_How to complete this task_: Scan the entries for the word "lines". Every line that has it should be copied.

_Recorded data_:
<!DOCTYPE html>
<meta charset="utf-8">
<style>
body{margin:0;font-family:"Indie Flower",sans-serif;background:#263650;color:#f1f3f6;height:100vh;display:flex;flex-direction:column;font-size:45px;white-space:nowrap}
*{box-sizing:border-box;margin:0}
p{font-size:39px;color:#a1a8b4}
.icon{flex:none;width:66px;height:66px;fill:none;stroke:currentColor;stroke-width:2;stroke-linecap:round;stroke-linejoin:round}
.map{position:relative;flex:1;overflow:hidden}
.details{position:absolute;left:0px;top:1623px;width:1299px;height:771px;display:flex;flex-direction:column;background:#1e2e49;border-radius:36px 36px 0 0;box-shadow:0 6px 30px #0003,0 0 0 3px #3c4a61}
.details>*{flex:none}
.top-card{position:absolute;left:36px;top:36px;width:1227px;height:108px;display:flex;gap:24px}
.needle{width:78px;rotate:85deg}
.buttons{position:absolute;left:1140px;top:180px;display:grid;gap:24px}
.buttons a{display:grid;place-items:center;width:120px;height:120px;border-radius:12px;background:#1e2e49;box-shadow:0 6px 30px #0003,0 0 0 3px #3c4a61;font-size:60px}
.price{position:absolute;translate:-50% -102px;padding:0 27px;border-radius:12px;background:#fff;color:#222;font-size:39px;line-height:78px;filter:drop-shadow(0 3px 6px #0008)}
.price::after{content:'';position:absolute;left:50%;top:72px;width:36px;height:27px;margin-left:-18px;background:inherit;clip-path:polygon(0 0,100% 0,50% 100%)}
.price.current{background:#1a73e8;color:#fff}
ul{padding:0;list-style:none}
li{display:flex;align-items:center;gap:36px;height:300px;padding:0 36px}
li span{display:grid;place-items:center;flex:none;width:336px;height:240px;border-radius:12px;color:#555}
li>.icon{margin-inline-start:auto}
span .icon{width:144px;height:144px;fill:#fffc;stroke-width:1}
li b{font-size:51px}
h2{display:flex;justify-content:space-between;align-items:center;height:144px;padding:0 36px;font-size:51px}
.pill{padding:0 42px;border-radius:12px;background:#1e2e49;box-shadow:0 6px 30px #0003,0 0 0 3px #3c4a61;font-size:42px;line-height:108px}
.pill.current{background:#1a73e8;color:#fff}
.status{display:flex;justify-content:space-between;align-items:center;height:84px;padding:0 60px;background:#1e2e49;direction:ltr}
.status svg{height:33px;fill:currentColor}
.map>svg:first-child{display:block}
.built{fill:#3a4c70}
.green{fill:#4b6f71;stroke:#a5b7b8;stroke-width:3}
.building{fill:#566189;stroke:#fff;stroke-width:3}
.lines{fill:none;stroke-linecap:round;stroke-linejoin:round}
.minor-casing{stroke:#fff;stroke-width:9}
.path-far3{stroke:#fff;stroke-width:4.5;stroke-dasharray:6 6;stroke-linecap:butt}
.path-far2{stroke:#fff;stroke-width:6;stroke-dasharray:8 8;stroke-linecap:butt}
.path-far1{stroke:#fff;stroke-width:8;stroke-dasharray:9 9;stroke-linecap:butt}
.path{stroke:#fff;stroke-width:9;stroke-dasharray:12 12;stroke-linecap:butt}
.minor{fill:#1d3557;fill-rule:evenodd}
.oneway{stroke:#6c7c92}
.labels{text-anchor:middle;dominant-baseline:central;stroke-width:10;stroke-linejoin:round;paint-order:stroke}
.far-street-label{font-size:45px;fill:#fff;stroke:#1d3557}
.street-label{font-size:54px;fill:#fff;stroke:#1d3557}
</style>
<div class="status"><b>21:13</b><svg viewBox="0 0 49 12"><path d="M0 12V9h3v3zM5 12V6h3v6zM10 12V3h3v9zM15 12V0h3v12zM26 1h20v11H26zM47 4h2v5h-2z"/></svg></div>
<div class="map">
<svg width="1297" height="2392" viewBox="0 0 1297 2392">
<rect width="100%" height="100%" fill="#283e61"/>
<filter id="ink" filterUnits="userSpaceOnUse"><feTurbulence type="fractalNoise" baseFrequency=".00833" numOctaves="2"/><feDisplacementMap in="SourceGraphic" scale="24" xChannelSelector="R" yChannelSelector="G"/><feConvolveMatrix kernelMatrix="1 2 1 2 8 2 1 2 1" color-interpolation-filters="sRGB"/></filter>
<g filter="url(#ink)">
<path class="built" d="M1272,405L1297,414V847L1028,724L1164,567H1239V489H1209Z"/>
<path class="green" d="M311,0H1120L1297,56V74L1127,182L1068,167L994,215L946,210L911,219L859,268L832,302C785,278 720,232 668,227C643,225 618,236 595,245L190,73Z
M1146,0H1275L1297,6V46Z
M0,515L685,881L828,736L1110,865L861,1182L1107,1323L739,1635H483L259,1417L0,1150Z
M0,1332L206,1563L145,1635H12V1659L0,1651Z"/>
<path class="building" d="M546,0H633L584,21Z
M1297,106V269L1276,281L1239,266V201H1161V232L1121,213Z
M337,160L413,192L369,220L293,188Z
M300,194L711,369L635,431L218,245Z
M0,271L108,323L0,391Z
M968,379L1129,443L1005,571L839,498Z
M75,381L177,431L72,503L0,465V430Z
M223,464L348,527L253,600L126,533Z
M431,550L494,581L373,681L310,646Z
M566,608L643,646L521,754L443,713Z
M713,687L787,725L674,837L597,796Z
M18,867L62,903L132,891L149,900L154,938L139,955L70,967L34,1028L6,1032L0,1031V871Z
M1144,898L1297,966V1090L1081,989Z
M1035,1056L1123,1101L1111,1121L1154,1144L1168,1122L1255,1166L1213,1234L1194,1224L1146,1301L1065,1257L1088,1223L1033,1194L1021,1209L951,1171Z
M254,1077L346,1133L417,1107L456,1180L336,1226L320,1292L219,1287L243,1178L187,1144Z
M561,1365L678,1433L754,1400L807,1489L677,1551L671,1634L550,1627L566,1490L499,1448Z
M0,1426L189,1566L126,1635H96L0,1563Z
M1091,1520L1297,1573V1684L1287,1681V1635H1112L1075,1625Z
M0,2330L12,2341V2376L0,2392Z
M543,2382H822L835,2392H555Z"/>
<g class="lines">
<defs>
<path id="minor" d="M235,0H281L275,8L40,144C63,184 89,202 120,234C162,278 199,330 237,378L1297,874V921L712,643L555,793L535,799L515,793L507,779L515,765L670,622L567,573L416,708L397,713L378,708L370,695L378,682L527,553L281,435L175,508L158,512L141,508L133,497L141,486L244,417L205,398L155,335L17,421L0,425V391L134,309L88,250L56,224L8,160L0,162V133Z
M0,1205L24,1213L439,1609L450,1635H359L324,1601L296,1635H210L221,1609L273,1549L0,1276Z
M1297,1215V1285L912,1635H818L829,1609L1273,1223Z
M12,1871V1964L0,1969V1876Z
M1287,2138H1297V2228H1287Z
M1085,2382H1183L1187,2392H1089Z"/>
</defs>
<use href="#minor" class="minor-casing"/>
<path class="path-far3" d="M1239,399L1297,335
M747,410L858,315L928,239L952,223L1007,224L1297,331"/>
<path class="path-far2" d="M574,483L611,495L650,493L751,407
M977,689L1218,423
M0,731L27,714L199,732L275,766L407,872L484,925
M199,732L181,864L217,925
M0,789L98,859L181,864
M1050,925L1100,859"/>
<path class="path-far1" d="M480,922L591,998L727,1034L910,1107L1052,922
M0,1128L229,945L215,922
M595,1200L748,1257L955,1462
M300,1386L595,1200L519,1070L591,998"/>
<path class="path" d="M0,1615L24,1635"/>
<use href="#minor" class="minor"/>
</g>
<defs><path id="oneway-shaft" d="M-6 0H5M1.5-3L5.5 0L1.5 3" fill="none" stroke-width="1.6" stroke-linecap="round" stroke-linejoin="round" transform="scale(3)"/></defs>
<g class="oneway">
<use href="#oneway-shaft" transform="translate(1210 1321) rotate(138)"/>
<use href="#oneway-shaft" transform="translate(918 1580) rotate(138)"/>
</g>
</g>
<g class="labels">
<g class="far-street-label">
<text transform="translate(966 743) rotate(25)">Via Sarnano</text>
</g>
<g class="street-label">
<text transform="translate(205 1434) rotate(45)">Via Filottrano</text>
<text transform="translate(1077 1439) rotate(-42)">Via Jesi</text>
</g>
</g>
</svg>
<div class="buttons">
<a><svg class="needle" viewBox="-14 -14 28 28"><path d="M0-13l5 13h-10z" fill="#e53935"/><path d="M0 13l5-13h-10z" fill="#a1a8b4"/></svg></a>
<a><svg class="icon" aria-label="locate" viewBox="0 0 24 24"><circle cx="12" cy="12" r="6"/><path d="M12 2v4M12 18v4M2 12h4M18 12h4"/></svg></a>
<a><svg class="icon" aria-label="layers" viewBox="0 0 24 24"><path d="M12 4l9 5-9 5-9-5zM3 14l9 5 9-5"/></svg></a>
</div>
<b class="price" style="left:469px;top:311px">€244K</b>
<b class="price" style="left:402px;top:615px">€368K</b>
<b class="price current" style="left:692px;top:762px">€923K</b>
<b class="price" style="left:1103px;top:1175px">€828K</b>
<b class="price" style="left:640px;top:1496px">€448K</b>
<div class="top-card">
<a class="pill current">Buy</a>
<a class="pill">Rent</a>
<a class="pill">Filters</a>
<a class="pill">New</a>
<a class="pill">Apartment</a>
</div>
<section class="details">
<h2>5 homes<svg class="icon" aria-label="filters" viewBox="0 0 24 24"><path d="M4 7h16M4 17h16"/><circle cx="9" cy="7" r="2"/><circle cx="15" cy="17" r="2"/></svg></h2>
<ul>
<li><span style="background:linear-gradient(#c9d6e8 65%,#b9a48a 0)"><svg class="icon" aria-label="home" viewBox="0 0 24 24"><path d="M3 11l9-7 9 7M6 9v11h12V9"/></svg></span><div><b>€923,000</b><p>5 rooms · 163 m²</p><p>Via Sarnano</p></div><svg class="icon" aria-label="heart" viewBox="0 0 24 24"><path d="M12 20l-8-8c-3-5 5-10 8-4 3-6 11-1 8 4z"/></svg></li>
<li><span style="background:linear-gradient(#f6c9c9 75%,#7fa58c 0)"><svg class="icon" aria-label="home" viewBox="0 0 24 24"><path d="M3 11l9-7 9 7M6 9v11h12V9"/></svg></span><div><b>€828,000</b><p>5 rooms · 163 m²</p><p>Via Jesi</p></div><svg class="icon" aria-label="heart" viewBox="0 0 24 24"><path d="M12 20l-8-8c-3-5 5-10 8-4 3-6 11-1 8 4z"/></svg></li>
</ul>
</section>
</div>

_The answer_:
.lines{fill:none;stroke-linecap:round;stroke-linejoin:round}
<g class="lines">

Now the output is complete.